TASK OBJECTIVE ▸
The answer should hold nothing but the lines from the one with "Valley Park</b><p>Park</p></div><em>190 m</em></li>" through the end of the listing below, each exactly as written.

SUPPLIED MATERIAL ▸
+ + + + + + +

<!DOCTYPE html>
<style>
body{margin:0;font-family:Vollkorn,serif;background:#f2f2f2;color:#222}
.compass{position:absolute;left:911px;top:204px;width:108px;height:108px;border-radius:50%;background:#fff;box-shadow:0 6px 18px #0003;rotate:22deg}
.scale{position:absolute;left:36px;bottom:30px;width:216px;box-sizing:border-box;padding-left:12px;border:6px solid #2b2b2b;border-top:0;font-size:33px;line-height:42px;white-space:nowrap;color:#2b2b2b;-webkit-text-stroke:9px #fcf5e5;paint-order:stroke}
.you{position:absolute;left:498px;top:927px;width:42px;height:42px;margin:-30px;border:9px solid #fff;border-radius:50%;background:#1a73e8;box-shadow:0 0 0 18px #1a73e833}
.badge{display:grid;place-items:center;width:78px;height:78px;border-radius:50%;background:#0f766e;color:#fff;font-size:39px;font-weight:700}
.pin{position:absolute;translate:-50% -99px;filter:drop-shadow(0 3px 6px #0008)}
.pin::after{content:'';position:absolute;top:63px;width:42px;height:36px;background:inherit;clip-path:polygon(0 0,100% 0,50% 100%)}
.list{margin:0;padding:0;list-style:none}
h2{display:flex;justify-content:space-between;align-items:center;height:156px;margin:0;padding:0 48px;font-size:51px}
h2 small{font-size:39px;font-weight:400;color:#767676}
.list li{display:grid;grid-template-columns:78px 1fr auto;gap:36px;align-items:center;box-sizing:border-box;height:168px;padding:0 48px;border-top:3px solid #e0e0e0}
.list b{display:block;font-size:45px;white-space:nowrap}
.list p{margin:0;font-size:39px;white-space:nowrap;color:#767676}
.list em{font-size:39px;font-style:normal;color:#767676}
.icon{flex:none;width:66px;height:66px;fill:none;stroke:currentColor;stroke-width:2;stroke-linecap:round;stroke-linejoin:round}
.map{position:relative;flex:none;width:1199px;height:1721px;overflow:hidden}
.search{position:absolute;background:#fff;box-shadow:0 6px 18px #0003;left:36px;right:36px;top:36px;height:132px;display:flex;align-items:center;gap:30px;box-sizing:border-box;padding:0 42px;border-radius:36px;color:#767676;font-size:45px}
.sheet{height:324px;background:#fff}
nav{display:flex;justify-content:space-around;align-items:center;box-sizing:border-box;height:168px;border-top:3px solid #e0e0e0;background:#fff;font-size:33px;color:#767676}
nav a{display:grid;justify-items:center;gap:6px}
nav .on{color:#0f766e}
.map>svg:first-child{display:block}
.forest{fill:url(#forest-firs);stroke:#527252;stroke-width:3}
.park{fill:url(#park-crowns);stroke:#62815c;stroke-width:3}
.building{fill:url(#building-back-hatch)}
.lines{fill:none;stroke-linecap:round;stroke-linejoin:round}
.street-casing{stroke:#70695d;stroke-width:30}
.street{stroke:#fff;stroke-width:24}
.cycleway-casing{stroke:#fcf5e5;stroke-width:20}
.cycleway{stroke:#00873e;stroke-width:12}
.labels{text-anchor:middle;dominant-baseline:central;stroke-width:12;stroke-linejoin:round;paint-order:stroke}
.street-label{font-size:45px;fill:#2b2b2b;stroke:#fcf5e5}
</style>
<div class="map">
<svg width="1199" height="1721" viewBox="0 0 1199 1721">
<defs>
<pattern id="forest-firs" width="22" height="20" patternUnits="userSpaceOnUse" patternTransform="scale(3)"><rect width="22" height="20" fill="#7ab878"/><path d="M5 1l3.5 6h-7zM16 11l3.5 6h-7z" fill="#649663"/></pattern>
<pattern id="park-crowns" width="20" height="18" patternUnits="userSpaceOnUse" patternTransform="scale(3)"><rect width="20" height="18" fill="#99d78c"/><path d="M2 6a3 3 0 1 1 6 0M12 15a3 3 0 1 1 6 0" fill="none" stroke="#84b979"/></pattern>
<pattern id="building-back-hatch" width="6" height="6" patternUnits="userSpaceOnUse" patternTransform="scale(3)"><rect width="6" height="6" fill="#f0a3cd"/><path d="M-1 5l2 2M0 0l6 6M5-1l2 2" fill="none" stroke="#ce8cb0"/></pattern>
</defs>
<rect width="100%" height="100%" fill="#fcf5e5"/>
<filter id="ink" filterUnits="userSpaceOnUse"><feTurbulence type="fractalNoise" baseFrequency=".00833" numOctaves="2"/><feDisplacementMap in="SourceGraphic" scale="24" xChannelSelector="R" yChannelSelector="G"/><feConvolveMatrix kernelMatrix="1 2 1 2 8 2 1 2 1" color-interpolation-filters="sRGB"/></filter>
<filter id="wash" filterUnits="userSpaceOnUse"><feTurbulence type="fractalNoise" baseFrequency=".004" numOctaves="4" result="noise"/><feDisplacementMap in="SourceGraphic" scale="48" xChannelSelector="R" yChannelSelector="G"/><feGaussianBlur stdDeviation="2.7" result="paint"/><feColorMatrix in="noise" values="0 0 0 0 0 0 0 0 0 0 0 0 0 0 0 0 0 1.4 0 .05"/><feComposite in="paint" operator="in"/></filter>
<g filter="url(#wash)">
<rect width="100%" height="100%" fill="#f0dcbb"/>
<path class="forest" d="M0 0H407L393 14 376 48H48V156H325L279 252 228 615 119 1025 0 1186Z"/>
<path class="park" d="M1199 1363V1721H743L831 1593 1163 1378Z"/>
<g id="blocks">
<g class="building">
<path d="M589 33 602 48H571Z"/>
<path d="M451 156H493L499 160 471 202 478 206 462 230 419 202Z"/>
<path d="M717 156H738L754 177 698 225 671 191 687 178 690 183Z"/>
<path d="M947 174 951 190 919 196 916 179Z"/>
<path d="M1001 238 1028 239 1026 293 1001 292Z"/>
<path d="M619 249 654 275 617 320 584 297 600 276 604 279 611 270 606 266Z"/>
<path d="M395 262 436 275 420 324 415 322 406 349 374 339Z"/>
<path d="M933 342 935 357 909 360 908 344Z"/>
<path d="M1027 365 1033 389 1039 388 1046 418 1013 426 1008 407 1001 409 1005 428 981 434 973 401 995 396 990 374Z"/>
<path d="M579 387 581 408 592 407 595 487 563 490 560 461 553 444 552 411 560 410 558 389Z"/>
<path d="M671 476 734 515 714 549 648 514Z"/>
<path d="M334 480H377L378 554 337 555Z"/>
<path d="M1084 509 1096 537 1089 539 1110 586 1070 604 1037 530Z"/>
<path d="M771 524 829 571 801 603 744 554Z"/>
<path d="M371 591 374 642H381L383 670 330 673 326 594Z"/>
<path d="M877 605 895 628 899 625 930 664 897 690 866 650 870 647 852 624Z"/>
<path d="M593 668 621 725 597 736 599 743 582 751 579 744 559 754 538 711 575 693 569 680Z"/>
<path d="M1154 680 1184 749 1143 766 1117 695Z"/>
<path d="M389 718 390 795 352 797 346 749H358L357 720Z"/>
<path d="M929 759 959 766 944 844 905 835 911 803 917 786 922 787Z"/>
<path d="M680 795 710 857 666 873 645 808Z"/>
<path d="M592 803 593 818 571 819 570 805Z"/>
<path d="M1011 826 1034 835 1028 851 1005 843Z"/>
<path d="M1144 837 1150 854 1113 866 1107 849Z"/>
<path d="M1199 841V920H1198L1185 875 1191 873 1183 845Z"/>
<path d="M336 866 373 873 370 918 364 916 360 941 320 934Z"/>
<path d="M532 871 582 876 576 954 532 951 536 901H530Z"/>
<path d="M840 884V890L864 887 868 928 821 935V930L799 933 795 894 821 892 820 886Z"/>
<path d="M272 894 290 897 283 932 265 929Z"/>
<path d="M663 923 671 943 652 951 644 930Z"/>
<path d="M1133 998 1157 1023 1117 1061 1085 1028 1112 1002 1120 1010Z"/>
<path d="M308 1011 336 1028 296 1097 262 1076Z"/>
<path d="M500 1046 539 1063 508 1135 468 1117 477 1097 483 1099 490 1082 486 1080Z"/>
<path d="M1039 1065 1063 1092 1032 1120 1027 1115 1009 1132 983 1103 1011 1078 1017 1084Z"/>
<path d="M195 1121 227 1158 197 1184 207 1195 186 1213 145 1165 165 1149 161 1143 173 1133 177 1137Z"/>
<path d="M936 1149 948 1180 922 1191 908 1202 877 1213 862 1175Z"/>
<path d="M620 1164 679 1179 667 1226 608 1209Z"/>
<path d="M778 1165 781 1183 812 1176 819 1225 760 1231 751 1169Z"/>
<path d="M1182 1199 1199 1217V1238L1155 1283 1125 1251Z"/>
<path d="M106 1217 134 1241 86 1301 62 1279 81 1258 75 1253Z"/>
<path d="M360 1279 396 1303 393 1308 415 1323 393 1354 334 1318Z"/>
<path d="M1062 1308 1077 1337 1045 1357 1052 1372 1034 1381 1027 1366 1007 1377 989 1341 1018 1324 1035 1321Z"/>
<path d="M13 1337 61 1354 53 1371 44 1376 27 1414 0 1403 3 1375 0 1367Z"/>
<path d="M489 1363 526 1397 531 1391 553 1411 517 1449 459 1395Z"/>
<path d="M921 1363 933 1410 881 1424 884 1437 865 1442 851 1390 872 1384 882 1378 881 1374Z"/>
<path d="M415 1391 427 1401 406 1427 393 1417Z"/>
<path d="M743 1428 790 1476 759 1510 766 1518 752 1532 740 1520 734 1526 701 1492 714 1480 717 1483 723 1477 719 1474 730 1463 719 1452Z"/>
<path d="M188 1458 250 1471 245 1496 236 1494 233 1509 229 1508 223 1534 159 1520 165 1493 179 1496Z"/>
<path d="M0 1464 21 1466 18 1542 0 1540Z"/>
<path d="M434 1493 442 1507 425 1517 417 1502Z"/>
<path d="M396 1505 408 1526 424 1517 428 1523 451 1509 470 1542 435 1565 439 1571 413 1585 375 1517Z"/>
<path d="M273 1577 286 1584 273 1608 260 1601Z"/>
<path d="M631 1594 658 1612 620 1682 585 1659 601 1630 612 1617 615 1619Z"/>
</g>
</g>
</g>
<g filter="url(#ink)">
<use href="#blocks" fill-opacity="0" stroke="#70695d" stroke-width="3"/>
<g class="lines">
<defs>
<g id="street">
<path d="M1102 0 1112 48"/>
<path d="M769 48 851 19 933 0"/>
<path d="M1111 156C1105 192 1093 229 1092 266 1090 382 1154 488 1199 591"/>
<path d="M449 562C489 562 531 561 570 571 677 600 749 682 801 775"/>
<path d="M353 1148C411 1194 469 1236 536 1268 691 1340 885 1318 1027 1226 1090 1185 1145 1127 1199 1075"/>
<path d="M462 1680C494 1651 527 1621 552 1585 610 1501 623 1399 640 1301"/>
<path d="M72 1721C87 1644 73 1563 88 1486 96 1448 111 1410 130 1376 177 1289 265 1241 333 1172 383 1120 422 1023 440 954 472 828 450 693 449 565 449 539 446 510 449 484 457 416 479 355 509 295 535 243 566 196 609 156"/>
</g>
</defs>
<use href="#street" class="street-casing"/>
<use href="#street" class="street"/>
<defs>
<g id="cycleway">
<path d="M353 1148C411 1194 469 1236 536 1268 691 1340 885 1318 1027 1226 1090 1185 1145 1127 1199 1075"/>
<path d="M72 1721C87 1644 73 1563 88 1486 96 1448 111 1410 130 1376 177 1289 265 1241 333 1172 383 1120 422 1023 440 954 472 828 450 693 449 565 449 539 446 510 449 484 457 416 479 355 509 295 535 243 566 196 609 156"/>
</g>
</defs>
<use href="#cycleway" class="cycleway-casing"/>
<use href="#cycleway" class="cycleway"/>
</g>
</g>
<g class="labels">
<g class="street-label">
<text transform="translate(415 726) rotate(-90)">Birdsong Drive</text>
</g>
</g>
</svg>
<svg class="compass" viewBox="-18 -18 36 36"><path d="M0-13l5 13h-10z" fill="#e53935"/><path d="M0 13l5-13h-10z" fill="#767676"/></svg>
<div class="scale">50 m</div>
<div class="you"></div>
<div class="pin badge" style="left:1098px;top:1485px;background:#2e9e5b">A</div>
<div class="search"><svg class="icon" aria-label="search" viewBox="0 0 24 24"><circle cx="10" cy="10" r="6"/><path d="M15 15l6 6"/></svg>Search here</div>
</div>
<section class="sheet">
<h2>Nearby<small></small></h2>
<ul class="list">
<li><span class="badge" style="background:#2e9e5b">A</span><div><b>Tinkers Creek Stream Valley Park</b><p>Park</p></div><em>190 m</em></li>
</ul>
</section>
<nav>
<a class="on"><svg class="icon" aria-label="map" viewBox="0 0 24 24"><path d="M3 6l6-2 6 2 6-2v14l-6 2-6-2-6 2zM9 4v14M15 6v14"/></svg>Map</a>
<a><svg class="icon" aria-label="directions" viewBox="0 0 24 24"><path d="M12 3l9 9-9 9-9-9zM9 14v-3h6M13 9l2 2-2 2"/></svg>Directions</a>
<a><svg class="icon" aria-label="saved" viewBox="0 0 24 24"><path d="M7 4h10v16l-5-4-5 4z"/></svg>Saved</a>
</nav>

+ + + + + + +

SOLUTION TO THIS EXERCISE ▸
<li><span class="badge" style="background:#2e9e5b">A</span><div><b>Tinkers Creek Stream Valley Park</b><p>Park</p></div><em>190 m</em></li>
</ul>
</section>
<nav>
<a class="on"><svg class="icon" aria-label="map" viewBox="0 0 24 24"><path d="M3 6l6-2 6 2 6-2v14l-6 2-6-2-6 2zM9 4v14M15 6v14"/></svg>Map</a>
<a><svg class="icon" aria-label="directions" viewBox="0 0 24 24"><path d="M12 3l9 9-9 9-9-9zM9 14v-3h6M13 9l2 2-2 2"/></svg>Directions</a>
<a><svg class="icon" aria-label="saved" viewBox="0 0 24 24"><path d="M7 4h10v16l-5-4-5 4z"/></svg>Saved</a>
</nav>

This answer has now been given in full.